[Work order] Where does the word "wash" appear in the entries below? Copy each line that holds it.

:: Recorded data ::

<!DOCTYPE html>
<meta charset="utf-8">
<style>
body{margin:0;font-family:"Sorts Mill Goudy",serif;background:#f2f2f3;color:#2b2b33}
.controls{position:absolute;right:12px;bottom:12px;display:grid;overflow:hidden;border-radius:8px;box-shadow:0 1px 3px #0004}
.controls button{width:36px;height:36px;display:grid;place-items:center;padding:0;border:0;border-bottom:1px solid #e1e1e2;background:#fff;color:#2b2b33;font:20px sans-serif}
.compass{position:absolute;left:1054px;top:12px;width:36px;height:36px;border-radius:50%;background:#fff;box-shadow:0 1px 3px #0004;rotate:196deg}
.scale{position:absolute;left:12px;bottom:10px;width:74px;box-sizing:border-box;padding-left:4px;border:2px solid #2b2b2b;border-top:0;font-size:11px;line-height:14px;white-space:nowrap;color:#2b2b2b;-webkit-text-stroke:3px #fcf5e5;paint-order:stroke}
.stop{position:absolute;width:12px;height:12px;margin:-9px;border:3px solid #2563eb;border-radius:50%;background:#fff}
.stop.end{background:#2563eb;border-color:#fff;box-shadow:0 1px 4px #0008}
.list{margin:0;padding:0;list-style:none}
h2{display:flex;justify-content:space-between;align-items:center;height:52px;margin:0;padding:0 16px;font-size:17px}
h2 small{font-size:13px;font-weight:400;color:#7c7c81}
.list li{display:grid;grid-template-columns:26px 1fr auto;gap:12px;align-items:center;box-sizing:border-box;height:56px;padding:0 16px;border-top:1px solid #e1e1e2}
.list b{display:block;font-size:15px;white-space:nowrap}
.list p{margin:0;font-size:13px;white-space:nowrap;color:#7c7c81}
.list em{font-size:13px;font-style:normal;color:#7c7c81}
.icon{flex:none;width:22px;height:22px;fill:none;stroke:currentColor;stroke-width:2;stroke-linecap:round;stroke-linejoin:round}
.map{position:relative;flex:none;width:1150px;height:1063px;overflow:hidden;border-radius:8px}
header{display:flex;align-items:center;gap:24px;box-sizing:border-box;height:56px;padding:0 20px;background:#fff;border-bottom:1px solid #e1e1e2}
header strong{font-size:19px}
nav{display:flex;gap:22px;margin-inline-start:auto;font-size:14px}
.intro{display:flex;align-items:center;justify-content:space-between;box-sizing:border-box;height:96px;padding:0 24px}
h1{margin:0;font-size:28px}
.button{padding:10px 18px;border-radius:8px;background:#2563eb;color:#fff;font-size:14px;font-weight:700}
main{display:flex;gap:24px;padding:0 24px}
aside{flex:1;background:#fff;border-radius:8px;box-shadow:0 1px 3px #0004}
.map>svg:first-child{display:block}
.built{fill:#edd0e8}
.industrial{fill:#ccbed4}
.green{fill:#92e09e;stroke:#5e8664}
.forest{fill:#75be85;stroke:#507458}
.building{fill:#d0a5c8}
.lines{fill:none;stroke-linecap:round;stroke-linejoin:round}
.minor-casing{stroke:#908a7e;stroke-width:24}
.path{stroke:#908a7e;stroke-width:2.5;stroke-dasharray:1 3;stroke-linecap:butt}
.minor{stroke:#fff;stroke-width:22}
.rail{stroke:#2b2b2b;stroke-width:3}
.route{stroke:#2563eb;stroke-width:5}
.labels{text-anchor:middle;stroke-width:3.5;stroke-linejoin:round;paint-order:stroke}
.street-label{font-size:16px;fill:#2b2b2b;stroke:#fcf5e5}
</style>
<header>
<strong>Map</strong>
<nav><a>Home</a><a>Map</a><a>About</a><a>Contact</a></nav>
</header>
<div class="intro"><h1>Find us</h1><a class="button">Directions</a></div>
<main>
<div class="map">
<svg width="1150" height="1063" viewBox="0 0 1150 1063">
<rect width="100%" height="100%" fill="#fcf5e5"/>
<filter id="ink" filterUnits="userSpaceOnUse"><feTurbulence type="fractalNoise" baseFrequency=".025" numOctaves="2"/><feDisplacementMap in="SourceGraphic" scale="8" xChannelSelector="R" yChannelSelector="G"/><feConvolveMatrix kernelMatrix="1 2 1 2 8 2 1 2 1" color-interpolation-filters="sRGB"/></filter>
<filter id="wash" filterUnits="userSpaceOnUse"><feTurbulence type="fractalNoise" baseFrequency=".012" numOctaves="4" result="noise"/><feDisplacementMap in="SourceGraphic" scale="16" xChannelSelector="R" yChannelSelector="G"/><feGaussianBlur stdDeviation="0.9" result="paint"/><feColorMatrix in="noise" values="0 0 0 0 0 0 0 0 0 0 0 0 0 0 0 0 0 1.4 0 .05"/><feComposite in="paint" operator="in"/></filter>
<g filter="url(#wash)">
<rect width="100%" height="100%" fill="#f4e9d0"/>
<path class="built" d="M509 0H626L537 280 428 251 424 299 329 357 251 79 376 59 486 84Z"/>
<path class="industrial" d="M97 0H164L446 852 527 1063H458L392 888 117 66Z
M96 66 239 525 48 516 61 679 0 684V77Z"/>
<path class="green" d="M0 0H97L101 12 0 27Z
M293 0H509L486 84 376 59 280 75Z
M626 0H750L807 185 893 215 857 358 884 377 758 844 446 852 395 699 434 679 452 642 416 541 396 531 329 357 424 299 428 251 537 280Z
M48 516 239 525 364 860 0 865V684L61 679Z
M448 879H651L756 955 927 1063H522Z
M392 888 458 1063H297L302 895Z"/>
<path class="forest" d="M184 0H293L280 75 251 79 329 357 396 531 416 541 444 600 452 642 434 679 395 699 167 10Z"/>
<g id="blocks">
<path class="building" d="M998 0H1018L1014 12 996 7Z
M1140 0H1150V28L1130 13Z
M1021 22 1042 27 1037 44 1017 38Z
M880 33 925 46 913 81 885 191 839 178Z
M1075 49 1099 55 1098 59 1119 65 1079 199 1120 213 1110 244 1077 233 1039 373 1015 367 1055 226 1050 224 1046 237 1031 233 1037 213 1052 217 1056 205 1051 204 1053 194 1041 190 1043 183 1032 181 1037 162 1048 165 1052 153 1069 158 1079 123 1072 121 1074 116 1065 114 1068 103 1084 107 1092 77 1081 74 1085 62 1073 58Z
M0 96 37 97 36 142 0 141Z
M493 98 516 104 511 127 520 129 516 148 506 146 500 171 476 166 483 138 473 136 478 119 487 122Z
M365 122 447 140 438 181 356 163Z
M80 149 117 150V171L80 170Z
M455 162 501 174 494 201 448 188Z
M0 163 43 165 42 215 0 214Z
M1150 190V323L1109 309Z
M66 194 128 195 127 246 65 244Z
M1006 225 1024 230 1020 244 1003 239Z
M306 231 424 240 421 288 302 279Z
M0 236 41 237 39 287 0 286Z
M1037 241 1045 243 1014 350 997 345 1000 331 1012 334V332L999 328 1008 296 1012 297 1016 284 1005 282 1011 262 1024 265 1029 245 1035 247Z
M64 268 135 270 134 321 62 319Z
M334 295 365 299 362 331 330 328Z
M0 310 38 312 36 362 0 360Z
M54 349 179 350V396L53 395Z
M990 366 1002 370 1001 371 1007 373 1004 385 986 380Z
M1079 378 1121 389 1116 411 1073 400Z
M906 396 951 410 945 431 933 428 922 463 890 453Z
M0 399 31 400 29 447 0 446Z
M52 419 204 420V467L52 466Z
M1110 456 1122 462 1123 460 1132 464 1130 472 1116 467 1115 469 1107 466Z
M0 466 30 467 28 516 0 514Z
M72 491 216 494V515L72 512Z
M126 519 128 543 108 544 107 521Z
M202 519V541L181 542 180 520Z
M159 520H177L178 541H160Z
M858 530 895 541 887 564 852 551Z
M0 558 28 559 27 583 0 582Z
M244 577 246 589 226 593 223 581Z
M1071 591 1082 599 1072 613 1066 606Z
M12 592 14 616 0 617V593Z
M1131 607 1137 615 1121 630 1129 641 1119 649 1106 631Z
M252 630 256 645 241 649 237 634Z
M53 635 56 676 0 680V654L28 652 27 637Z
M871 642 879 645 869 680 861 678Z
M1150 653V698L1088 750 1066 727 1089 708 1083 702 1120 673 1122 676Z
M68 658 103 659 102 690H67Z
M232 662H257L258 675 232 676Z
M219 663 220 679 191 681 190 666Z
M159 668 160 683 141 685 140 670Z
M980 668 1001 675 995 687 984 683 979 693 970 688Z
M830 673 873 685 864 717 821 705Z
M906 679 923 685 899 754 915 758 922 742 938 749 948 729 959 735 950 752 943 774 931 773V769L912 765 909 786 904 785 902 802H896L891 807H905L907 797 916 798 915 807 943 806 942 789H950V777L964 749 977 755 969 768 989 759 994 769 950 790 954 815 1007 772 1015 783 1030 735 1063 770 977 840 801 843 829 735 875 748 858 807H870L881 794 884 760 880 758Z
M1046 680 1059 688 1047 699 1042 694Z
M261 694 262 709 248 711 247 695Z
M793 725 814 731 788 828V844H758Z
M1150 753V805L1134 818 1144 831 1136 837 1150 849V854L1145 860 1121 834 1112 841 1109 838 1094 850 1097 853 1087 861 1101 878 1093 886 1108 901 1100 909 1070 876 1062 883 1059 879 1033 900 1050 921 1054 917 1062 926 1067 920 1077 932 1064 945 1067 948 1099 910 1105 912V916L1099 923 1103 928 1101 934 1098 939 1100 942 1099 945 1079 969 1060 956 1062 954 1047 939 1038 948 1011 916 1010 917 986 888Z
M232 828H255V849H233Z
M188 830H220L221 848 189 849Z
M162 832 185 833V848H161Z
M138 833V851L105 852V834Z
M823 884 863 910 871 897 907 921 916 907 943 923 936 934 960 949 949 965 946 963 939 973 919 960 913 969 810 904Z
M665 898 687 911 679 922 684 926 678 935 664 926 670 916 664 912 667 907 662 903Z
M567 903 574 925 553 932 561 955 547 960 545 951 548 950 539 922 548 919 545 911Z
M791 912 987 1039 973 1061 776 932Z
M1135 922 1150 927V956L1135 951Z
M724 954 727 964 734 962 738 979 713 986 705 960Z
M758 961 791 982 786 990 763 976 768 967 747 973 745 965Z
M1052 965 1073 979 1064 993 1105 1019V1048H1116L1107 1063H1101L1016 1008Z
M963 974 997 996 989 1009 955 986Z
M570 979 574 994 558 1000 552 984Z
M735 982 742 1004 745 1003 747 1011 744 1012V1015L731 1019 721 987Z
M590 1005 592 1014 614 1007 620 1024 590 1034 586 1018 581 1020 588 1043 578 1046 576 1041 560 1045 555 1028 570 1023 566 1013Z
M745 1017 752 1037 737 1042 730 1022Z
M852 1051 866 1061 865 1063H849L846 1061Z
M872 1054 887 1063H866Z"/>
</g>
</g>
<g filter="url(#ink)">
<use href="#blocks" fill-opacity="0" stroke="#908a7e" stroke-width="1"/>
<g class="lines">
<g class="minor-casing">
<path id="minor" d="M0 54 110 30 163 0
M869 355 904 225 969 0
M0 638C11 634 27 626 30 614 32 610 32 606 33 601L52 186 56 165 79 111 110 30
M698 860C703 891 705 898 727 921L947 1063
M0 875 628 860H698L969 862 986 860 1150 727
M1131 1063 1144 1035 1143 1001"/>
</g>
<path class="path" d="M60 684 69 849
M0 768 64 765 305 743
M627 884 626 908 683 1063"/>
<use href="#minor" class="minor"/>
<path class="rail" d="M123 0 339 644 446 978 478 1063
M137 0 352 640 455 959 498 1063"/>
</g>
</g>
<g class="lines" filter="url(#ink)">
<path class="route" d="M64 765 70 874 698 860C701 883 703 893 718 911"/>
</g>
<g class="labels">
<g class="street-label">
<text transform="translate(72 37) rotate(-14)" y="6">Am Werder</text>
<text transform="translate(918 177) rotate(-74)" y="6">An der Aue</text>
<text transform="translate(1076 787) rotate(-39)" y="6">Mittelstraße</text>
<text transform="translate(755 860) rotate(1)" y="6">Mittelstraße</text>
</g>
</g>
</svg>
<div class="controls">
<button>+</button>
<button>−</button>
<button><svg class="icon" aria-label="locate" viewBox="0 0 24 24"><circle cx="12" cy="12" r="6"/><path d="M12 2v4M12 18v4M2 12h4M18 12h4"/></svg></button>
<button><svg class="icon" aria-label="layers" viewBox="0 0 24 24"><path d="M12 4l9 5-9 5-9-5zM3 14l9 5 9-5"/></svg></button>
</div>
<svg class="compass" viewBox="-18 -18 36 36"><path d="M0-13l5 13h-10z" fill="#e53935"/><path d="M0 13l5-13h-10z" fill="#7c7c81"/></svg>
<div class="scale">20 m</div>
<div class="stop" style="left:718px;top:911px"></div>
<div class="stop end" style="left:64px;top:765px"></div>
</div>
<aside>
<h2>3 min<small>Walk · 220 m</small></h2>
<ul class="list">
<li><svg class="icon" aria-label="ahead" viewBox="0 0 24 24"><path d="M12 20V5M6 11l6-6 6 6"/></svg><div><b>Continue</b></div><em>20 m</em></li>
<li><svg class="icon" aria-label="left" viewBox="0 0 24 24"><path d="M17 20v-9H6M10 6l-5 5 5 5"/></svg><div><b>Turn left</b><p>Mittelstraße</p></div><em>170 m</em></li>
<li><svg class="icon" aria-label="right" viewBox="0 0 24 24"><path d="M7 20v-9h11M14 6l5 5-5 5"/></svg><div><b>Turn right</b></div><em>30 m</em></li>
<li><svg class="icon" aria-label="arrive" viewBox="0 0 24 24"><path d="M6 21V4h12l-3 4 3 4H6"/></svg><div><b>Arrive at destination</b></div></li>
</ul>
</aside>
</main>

:::

[Response area]
<filter id="wash" filterUnits="userSpaceOnUse"><feTurbulence type="fractalNoise" baseFrequency=".012" numOctaves="4" result="noise"/><feDisplacementMap in="SourceGraphic" scale="16" xChannelSelector="R" yChannelSelector="G"/><feGaussianBlur stdDeviation="0.9" result="paint"/><feColorMatrix in="noise" values="0 0 0 0 0 0 0 0 0 0 0 0 0 0 0 0 0 1.4 0 .05"/><feComposite in="paint" operator="in"/></filter>
<g filter="url(#wash)">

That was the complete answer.